Taipei, May 20 (CNA) Legislator Huang Chien-pin (黃建賓) of the opposition Kuomintang on Monday suggested the main visual design employed at President Lai Ching-te's (賴清德) May 20 inauguration ceremony was "plagiarized," but the designer strongly insisted the work is an original recreation.
The main visual design used at Monday's ceremony and on event badges is "nearly identical" to the work of artist Anna Berbiela and French painter François Morellet, Huang said in a post on social media.
The post attached photos and illustrations of the colorful linear designs at Lai's inauguration ceremony and the foreign artists' works, to highlight their similarity.
The lawmaker noted the similarity between the ceremony's badge logo and a work submitted to a logo design competition five years ago for a Kentucky-based veterinary clinic named "Dogwood Veterinary Clinic," saying the former "resembles [the latter] to the point of plagiarism."
Huang's doubts came after a netizen questioned the originality of the inauguration ceremony's main visual design and badge logo on the public forum PTT on Sunday.

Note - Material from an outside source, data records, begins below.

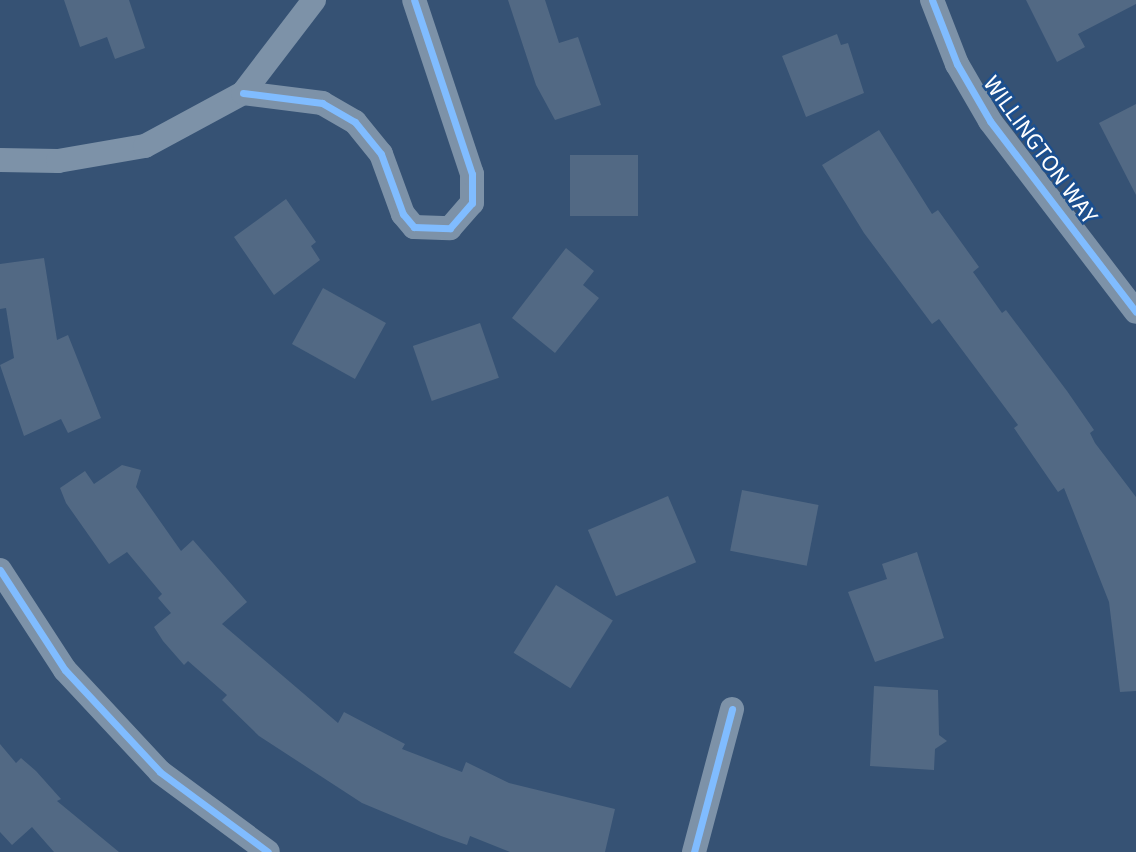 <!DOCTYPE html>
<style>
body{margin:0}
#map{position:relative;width:1136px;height:852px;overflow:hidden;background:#365274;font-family:"Source Sans 3",sans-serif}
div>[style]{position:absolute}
.building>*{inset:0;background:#526984;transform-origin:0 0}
.minor>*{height:24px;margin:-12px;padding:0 12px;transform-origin:12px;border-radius:12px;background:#7d92a8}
.cycleway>*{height:7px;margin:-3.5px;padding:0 3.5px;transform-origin:3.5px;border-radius:3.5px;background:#80bcff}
span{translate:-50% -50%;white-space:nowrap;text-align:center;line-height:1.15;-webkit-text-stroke:5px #1b4f8f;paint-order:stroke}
.street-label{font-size:24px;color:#fff}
</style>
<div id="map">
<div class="building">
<i style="clip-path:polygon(64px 0,129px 0,145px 48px,115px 59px,107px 37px,80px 47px)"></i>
<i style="clip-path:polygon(508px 0,545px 0,559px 43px,578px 37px,601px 105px,555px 120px,536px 85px)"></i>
<i style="clip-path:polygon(1026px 0,1136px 0,1136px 4px,1078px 34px,1085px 47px,1057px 62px)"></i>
<i style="clip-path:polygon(837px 34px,841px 45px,848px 43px,864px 93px,806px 117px,782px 56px)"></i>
<i style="clip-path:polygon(1136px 104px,1136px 195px,1099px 123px)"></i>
<i style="clip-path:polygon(879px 130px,932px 214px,938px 210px,979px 267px,973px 272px,1002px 313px,1006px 310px,1067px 391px,1094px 430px,1090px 433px,1095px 443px,1136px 497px,1136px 691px,1120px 692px,1109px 602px,1064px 488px,1058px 492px,1014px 428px,1018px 425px,939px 319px,932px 324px,864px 233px,822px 165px)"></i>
<i style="left:638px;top:155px;width:61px;height:68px;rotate:90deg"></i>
<i style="clip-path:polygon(286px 199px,316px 242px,311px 246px,320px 260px,274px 295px,234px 237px)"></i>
<i style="clip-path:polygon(566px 248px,594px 271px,583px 285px,599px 298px,555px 353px,512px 318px)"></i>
<i style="clip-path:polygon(44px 258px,57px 340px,68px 335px,101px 418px,68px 433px,61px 419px,24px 436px,0 365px,14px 358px,6px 308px,0 309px,0 264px)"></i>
<i style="left:323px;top:288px;width:72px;height:64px;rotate:29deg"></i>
<i style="left:480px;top:323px;width:58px;height:71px;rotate:71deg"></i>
<i style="clip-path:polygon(122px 465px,141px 470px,136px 487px,181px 551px,193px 540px,247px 602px,222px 624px,338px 723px,344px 712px,405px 744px,402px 749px,462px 772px,466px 762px,509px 783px,615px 809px,605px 852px,510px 852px,470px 836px,467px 845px,441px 836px,362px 803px,259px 736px,222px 700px,227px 695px,188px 661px,184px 665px,163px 641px,154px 627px,171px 613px,158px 598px,162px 594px,127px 552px,109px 564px,66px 503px,60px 488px,85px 471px,94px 484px)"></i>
<i style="left:742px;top:490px;width:78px;height:62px;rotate:11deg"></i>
<i style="left:668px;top:496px;width:72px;height:87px;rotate:67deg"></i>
<i style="clip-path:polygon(917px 552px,944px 638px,875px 662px,848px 592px,887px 579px,882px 564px)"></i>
<i style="left:556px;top:585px;width:67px;height:80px;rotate:32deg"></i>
<i style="clip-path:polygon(874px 686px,938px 690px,939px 735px,947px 741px,935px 749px,934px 770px,870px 766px)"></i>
<i style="clip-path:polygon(0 744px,16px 763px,21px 758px,36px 771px,61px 799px,57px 801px,119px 852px,54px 852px,32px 827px,12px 845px,0 832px)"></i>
</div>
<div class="minor">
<i style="left:932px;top:0;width:69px;rotate:68.7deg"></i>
<i style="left:957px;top:64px;width:66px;rotate:59.9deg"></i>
<i style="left:990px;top:121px;width:240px;rotate:52.6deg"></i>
<i style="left:243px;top:93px;width:80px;rotate:7.2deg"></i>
<i style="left:322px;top:103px;width:38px;rotate:30deg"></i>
<i style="left:355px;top:122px;width:41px;rotate:50.9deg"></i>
<i style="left:381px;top:154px;width:64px;rotate:69.9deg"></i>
<i style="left:403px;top:214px;width:17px;rotate:50deg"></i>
<i style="left:414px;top:227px;width:36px;rotate:2deg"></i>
<i style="left:450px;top:228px;width:33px;rotate:-49deg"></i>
<i style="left:472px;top:203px;width:29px;rotate:-90deg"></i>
<i style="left:472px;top:174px;width:183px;rotate:-108.4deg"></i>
<i style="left:0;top:160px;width:58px;rotate:1deg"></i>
<i style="left:58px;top:161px;width:88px;rotate:-9.8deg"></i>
<i style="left:145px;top:146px;width:111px;rotate:-28.4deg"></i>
<i style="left:243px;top:93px;width:117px;rotate:-52.6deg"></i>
<i style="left:0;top:570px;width:119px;rotate:57deg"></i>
<i style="left:65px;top:670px;width:139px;rotate:47deg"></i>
<i style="left:160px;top:772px;width:134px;rotate:36.5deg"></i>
<i style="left:694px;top:852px;width:148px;rotate:-75.1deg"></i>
</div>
<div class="cycleway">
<i style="left:932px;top:0;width:69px;rotate:68.7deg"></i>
<i style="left:957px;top:64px;width:66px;rotate:59.9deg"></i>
<i style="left:990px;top:121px;width:240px;rotate:52.6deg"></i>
<i style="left:243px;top:93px;width:80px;rotate:7.2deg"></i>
<i style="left:322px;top:103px;width:38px;rotate:30deg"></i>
<i style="left:355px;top:122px;width:41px;rotate:50.9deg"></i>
<i style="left:381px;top:154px;width:64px;rotate:69.9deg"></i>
<i style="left:403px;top:214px;width:17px;rotate:50deg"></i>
<i style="left:414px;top:227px;width:36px;rotate:2deg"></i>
<i style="left:450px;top:228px;width:33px;rotate:-49deg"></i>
<i style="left:472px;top:203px;width:29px;rotate:-90deg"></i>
<i style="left:472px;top:174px;width:183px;rotate:-108.4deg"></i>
<i style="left:0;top:570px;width:119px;rotate:57deg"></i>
<i style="left:65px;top:670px;width:139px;rotate:47deg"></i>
<i style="left:160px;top:772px;width:134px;rotate:36.5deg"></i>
<i style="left:694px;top:852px;width:148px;rotate:-75.1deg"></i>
</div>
<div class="street-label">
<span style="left:1040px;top:150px;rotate:54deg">WILLINGTON WAY</span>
</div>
</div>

In response, designer Yen Po-chun (顏伯駿), founder of YEN Design, denied the accusation, arguing that colorful lines as a design element have a long tradition and are widely used in the works of the Bauhaus school and modernists.
In a statement, Yen said his company "intended [the style of colorful lines] to showcase the new atmosphere accompanying the presidential inauguration ceremony, rather than to plagiarize the work of others."
As for the badge logo, the company "remade" it to its current look while basing the idea on material it purchased and was authorized for commercial use, Yen explained.
Yen's design team is also responsible for the visual design of the Taiwan Pavilion in the 2024 Paris Cultural Olympiad.
This is the second controversy over alleged design plagiarism involving government institutions in the past two weeks.
A dragon-like character in an immersive puzzle solving game promoted by the National Museum of Taiwan Literature under the culture ministry was accused of plagiarizing the work of Chinese cartoonist Nora (童年 Nora), which the museum initially denied in a Facebook post on May 10.
However, on May 16, the Tainan museum said it was informed by Popworld Inc., which designed the character, that the figure was not its brainchild, with Popworld Inc. also issuing an apology for the mistake.